What did I say to him last night?
Something along the lines of "your not here, I'm going to fuck sam. call me later babe, this won't take long, love you"
all in all not a bad night
You got kicked out of the strip club for spilling a tall boy on the stage and when the bouncers came to take you out you told them that they should probably go clean up your pee in the back corner cause they didn't seem to notice that
i shall enjoy my approximately 2 hours of being sober today
Lauren she was gnawing on a dresser. Gnawing. On. A. Dresser.
He was going down on me as I discovered a spaghetti-O on my boob. Its been a while since I faked it.
I feel awful
Physically or morally
Physically. The only immoral thing I did was steal money from strippers while they gave me lapdances.
I accidentally got a lemon stuck in your bong. I was trying to make it taste good. Sorry
You fucked him. I baby bird fed him whiskey . I feel like we've bonded.
I'm still high with raccoon eyeliner eyes and chocolate all over my face and chest, clutching a mug of wine. Happy graduation.
He won't have sex to beyonce.

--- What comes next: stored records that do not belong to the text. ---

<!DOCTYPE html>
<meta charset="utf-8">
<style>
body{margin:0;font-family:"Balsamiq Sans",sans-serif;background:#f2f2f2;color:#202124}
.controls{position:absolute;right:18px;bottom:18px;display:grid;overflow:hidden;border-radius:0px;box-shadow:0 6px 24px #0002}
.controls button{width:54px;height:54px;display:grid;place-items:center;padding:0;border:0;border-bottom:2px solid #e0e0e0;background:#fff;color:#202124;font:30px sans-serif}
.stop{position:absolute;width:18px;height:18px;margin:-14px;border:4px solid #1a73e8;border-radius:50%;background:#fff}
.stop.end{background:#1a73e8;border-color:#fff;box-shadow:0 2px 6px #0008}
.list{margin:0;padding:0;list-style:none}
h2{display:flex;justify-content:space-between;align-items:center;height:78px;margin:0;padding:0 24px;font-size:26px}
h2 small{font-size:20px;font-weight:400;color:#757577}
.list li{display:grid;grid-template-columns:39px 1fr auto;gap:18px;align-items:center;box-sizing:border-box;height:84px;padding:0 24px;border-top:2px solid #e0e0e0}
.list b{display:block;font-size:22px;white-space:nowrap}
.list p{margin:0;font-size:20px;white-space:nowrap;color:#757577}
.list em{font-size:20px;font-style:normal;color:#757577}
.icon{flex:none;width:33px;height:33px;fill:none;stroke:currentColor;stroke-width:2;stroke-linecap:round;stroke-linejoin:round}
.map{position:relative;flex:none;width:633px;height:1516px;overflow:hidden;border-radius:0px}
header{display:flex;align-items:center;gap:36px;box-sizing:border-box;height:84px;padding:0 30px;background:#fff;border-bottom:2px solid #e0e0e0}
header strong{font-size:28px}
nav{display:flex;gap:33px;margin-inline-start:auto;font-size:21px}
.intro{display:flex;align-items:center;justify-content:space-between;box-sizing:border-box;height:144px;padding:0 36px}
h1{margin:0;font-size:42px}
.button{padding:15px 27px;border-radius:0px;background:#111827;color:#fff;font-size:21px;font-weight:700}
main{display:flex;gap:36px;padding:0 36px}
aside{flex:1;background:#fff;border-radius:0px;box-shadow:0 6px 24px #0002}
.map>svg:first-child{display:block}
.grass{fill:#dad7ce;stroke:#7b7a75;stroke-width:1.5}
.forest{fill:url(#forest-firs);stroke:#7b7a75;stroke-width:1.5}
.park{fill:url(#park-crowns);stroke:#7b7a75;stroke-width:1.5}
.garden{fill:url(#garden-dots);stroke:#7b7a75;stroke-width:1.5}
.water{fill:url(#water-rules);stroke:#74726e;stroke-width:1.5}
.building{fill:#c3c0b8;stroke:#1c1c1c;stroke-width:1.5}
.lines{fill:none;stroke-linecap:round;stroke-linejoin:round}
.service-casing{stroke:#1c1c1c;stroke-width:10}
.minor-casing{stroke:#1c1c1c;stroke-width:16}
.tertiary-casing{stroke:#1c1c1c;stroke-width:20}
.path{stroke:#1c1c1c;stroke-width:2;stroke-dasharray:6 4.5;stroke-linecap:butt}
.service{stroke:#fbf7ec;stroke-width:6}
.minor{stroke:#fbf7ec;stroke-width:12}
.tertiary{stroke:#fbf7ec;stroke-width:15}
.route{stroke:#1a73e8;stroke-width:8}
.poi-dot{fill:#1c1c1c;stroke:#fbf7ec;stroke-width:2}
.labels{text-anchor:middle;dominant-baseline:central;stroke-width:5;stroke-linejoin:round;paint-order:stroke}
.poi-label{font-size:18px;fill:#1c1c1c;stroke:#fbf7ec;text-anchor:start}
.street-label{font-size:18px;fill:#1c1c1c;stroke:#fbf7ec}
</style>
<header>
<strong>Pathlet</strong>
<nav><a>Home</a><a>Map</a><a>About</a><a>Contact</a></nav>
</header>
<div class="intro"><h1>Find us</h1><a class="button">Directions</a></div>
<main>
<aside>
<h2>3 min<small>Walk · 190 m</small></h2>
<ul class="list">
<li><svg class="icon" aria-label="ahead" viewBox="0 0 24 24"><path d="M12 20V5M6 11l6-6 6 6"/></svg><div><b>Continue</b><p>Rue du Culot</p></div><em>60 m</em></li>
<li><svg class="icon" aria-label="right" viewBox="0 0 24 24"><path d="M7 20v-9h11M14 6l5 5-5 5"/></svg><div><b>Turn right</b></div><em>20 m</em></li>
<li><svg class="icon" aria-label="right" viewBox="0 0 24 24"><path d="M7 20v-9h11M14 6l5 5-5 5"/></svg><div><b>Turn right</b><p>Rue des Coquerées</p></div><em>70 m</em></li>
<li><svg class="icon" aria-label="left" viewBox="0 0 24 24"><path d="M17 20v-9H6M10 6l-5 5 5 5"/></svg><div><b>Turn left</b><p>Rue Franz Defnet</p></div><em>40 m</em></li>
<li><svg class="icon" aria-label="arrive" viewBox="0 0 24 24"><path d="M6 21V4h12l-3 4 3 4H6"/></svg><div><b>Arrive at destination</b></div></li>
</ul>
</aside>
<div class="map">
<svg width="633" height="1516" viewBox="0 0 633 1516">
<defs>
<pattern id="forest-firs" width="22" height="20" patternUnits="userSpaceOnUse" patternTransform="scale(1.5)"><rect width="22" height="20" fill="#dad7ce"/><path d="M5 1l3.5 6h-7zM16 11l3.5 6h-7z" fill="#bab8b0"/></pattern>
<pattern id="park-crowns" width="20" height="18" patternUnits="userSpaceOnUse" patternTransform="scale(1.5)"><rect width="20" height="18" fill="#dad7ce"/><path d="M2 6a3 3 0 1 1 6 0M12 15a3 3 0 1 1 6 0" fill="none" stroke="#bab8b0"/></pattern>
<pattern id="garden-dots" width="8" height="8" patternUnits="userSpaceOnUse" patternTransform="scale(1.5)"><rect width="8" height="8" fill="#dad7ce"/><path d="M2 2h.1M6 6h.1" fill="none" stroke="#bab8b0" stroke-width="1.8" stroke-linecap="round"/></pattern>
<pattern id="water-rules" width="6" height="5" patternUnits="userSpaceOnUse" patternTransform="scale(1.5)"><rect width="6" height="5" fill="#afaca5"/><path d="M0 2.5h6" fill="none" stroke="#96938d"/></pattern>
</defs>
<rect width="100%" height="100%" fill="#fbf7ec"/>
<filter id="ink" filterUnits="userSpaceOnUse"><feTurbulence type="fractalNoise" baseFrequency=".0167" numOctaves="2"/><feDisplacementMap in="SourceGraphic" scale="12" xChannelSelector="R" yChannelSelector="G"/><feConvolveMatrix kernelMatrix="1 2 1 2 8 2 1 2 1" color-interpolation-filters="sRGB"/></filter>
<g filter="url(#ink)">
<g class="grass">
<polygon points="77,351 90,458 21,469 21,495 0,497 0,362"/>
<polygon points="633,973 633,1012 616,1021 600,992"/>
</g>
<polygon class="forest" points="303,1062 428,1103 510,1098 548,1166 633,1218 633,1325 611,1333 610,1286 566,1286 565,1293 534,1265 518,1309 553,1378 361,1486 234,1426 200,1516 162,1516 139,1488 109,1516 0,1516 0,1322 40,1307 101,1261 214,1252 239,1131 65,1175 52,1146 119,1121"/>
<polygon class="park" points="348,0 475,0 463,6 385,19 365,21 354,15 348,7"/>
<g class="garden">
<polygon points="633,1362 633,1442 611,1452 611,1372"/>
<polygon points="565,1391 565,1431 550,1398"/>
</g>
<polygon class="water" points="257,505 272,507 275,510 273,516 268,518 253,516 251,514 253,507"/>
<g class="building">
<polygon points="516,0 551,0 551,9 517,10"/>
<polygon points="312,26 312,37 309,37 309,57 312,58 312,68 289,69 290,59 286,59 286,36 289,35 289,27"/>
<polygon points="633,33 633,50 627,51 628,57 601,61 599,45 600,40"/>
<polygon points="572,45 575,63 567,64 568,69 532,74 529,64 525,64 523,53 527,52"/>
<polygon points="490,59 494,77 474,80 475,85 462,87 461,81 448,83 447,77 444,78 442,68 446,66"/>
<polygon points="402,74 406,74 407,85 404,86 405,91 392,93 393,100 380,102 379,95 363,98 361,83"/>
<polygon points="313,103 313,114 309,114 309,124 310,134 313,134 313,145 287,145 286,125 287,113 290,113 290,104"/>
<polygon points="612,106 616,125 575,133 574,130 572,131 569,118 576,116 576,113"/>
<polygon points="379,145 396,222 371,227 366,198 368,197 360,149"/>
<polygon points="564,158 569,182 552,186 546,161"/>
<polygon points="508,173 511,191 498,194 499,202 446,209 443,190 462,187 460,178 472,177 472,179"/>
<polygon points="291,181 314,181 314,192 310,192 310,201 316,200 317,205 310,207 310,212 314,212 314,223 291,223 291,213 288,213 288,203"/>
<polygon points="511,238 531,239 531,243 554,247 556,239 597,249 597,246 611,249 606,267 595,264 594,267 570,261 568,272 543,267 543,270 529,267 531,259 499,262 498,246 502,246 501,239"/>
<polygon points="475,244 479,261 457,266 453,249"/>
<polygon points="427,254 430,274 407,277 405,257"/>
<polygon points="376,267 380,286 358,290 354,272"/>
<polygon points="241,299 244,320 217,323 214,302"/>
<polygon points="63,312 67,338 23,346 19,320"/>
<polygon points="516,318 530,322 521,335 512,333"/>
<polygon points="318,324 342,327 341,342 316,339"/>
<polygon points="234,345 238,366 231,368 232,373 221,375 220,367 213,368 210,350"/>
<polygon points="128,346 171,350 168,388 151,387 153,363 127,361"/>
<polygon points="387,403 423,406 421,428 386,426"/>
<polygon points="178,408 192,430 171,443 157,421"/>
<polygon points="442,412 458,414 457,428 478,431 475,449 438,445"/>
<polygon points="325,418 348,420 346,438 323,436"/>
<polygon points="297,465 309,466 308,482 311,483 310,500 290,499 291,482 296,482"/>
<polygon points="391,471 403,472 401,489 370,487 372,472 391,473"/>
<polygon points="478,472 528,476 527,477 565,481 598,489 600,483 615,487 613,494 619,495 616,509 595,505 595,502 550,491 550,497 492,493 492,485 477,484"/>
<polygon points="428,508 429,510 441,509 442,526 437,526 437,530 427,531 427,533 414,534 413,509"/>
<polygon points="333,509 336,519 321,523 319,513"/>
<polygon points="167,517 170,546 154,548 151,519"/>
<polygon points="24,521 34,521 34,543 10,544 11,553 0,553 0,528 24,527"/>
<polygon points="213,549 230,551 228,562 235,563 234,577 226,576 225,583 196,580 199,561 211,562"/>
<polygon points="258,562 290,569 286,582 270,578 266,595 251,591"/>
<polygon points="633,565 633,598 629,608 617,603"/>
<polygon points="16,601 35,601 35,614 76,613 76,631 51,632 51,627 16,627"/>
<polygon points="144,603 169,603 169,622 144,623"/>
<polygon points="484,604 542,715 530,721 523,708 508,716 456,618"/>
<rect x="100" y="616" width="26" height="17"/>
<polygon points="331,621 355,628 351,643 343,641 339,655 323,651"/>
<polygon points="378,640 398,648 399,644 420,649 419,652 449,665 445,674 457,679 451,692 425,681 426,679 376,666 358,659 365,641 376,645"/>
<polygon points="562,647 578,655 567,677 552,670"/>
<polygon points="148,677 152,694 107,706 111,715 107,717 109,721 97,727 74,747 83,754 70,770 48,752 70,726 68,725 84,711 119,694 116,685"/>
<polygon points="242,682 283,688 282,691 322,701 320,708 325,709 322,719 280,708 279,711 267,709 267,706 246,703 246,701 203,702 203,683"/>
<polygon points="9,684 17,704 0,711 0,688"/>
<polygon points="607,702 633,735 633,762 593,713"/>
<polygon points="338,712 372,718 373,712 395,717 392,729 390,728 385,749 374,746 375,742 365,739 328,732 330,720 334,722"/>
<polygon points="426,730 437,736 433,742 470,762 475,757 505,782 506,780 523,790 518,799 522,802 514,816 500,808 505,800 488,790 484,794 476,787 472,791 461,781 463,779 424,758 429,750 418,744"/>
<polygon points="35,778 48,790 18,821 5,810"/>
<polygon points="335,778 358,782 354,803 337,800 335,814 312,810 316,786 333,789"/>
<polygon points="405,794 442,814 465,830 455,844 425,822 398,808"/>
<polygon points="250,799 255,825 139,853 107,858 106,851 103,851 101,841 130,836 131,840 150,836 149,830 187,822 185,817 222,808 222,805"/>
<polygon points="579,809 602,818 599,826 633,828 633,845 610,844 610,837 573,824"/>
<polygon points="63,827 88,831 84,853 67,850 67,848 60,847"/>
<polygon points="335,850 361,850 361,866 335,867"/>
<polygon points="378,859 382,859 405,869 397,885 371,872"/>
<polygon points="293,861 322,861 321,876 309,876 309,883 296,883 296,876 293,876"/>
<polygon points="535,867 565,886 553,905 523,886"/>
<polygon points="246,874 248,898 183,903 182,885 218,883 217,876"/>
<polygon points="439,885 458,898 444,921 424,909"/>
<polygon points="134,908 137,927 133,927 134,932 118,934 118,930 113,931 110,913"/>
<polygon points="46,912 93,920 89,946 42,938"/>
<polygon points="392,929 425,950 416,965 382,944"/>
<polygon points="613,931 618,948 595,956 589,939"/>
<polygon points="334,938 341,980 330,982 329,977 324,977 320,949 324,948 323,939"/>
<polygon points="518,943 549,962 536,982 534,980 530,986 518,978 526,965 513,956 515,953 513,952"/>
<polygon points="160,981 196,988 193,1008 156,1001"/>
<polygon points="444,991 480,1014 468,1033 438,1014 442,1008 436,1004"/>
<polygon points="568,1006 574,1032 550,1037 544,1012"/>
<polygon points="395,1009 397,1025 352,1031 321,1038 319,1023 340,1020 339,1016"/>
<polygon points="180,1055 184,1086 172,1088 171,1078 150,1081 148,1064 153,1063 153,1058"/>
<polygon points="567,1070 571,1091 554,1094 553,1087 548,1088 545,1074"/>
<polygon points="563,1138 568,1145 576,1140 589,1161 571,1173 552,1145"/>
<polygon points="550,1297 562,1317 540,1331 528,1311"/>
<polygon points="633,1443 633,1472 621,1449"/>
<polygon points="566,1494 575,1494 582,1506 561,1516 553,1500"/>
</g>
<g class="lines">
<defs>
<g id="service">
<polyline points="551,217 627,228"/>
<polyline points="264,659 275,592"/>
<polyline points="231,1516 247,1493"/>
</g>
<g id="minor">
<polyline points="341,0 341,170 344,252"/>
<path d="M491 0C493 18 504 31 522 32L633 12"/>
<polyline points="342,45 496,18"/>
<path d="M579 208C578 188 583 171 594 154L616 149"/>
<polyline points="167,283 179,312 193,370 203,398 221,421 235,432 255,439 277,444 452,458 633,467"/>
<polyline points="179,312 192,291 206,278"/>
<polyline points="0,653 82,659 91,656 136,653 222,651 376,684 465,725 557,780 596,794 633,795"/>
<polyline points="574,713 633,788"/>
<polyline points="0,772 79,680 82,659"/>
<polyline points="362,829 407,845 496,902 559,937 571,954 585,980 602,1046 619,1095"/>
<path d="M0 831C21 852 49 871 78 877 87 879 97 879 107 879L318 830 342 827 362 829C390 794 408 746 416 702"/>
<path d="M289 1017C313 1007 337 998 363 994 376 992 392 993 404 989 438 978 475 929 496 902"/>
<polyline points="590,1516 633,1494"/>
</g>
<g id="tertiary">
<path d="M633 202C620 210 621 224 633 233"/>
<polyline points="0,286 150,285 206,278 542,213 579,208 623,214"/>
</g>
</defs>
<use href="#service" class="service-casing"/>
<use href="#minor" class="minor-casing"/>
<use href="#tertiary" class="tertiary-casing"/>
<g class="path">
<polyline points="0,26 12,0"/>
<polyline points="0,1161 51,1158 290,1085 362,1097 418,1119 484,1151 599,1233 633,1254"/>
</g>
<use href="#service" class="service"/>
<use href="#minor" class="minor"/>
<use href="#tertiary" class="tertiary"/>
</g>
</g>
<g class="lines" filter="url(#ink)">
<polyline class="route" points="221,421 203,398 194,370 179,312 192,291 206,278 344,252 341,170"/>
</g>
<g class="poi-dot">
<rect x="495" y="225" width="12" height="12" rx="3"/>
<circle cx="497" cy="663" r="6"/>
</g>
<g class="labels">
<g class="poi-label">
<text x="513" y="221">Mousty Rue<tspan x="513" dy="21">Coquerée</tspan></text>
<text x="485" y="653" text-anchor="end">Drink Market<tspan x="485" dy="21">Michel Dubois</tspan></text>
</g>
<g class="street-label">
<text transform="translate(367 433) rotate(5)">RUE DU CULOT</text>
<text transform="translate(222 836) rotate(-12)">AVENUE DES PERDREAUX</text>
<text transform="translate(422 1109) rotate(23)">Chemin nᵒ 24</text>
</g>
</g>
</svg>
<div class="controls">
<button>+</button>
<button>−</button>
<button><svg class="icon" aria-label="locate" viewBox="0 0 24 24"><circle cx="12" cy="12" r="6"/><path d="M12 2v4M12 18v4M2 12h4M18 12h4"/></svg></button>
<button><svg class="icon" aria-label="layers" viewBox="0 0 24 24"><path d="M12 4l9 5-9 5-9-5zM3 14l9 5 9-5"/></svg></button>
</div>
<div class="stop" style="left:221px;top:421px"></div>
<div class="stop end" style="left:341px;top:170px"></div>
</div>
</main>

I hate him.
Thought the acid was fake. Then my reflection didn't move when I did in the bathroom.
I'm glad I date someone who likes the simple things. Sex, kittens, and McDonald's.
She was drunk at Red Robin. She asked for more fries and then shoved them in her purse while saying "Come on bitches, you're coming with me" to them.
Somehow I don't think offering me edibles is what dad meant by checking in on me
They're the hard candy kind!
Mom just walked in on a bj. IT'S WHATEVER.